## [EXERCISE]
Could you give the number of lines in the entries below that contain the word "fractalNoise"? Only the number is wanted.
*** Block opens ***
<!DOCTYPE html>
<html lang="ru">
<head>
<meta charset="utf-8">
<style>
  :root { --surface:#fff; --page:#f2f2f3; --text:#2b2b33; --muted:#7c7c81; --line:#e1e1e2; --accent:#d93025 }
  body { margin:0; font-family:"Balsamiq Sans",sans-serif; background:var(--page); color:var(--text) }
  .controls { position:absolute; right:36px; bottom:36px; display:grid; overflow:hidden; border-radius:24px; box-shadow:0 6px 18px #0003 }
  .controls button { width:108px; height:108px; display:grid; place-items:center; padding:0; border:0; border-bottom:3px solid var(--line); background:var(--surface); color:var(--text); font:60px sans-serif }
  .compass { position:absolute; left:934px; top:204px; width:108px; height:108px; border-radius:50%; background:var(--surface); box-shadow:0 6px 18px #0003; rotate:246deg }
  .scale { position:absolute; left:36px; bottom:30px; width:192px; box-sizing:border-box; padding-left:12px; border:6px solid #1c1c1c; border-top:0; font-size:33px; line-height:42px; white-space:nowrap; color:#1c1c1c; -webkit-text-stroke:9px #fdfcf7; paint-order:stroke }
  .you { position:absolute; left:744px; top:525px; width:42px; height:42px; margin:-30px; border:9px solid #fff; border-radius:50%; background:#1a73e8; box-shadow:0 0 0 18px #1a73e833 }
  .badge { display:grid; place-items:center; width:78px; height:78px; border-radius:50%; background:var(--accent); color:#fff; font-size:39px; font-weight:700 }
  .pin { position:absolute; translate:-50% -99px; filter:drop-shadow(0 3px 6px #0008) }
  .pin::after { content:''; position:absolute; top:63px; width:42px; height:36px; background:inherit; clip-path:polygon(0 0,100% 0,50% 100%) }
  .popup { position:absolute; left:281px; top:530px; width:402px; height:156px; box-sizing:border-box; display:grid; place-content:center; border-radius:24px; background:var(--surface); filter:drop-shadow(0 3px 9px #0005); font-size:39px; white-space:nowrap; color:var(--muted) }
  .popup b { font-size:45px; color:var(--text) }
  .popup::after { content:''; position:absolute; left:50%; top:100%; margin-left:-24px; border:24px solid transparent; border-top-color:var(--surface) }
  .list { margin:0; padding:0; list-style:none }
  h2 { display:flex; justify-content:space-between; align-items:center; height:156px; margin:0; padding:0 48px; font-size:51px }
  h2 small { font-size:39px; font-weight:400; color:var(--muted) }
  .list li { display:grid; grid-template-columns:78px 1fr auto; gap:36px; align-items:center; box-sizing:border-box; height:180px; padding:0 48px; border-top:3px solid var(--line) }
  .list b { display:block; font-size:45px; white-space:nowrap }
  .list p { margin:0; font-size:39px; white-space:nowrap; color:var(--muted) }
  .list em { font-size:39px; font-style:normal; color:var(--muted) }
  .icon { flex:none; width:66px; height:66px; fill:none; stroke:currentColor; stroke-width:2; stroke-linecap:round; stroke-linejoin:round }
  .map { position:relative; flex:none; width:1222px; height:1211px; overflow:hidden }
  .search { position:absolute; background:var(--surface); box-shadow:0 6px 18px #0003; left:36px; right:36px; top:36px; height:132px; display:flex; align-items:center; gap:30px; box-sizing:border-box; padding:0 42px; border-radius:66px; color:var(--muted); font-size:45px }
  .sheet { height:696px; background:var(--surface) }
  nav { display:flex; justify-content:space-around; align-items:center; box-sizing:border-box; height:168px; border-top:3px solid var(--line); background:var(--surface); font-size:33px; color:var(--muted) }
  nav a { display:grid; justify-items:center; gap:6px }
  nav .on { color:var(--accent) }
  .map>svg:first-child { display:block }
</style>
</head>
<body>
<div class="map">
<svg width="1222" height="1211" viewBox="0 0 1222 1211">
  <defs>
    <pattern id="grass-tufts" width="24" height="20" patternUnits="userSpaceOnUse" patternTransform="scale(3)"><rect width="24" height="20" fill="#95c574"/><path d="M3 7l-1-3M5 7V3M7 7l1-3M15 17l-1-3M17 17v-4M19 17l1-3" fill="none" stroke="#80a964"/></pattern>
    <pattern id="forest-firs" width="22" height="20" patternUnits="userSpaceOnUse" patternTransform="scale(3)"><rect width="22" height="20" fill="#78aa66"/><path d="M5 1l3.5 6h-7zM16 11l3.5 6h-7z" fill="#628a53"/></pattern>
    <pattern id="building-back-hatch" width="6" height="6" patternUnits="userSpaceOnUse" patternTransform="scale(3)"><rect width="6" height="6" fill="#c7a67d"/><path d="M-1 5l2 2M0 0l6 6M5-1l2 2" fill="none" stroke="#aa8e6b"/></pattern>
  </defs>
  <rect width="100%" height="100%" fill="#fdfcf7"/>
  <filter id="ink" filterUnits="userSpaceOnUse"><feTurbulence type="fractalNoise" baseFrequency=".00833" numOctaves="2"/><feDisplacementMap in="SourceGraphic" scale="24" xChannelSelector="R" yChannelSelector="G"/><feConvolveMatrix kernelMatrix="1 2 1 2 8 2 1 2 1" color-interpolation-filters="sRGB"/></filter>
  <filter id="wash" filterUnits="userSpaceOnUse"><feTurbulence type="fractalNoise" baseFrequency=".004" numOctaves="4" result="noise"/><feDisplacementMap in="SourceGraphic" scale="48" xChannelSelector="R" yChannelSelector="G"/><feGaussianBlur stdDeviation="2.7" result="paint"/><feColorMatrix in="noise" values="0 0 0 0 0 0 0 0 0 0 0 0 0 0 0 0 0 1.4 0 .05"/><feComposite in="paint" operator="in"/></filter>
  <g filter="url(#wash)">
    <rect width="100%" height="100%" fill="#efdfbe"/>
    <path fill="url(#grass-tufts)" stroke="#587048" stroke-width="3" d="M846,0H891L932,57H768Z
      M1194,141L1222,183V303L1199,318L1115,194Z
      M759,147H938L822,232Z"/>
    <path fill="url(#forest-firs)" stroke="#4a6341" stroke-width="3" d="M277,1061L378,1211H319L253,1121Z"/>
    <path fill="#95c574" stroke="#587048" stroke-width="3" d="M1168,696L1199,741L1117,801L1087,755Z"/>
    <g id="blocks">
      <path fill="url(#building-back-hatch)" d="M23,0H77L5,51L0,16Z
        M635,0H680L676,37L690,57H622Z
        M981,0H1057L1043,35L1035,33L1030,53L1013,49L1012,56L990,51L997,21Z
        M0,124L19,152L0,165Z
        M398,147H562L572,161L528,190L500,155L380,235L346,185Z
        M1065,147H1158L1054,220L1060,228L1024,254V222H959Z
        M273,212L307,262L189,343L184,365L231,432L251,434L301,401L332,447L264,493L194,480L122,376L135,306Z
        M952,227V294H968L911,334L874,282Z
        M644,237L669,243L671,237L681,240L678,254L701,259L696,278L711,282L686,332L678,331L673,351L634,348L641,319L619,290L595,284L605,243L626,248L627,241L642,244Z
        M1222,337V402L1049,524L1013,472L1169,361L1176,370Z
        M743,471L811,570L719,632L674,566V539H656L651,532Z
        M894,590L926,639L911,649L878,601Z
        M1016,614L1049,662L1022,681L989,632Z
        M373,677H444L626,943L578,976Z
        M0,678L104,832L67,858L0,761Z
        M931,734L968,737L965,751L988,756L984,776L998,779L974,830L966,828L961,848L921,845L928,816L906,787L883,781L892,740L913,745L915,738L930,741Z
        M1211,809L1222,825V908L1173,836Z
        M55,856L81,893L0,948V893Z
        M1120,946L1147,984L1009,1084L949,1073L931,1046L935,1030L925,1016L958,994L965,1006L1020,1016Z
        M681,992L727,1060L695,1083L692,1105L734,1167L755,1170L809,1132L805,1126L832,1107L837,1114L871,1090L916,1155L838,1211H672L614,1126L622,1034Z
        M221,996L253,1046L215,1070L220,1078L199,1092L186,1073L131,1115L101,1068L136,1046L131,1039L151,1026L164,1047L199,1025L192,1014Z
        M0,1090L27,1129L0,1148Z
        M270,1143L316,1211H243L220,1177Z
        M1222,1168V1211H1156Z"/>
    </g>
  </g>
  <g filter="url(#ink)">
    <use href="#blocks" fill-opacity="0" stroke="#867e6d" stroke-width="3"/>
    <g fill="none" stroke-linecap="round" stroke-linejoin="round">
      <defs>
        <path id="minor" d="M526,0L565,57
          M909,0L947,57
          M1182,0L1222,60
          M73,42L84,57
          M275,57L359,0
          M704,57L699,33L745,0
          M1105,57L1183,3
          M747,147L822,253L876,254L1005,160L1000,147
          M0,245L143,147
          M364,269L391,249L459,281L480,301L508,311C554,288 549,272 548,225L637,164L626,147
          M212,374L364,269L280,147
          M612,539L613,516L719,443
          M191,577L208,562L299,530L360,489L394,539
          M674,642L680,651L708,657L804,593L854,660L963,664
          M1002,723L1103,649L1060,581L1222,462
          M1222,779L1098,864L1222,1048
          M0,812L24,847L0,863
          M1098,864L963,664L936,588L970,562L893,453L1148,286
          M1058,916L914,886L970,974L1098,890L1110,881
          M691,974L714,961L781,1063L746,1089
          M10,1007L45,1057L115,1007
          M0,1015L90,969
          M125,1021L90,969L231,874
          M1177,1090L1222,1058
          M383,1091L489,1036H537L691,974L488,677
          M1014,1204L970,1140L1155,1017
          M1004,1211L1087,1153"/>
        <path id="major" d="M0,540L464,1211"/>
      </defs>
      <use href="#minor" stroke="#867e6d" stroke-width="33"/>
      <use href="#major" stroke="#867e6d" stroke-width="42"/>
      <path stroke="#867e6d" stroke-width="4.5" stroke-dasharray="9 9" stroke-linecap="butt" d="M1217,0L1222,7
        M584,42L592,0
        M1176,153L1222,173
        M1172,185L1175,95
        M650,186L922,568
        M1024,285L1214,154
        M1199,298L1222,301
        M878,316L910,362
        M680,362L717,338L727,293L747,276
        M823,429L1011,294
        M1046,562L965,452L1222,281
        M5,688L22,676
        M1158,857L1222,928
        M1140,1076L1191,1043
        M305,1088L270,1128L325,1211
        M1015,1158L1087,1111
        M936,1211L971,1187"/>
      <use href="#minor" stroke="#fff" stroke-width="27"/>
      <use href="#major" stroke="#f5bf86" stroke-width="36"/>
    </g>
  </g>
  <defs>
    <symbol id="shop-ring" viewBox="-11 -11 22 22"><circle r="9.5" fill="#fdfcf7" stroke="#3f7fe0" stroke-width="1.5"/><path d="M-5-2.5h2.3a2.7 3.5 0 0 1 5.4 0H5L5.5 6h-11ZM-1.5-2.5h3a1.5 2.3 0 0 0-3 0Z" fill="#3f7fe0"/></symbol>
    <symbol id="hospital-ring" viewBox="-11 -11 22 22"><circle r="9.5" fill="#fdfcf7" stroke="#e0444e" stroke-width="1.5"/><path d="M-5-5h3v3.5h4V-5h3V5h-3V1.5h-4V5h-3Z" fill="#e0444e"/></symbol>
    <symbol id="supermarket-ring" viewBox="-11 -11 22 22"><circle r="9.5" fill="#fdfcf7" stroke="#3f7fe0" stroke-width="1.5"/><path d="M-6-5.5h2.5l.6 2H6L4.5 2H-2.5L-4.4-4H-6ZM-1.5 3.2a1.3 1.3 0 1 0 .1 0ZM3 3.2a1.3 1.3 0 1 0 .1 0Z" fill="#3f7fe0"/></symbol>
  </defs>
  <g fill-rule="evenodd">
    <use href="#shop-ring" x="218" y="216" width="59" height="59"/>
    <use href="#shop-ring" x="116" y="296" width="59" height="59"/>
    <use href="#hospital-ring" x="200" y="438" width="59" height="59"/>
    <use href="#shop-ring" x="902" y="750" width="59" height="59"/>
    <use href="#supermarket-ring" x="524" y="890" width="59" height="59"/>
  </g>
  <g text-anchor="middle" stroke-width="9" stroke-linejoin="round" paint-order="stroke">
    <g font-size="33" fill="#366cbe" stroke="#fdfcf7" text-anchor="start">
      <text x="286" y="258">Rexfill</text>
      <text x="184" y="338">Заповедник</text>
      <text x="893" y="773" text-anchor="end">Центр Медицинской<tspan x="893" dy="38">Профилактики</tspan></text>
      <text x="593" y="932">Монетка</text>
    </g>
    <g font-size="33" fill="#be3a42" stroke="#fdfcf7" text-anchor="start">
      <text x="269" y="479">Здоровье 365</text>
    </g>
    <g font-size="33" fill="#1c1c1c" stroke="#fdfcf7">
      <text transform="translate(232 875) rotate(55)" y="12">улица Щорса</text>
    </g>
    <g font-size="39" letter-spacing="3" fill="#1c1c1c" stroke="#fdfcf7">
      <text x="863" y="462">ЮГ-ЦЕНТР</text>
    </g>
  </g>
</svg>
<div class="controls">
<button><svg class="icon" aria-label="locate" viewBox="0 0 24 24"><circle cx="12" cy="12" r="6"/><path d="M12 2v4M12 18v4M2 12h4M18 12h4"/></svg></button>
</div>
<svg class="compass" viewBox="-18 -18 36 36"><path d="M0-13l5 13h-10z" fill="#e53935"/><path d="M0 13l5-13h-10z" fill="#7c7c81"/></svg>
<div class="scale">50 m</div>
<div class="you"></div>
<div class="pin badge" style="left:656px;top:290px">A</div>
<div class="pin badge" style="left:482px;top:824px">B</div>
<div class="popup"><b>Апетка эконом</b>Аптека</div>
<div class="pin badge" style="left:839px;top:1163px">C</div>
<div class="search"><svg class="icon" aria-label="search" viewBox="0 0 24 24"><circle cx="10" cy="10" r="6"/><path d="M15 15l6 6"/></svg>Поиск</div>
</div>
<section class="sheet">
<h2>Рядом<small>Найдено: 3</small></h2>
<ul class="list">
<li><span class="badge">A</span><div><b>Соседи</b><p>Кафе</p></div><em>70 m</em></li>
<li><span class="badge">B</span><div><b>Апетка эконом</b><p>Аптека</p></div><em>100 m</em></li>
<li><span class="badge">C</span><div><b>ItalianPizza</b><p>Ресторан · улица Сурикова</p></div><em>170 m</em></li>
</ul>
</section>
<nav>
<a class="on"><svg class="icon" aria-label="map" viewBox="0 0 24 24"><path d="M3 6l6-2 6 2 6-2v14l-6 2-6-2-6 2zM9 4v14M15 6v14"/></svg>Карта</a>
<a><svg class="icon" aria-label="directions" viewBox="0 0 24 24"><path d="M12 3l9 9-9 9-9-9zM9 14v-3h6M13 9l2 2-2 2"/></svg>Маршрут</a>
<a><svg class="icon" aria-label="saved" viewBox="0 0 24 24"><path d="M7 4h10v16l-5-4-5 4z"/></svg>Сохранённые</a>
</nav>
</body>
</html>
*** Block closes ***
## [ANSWER FOR THE TASK]
2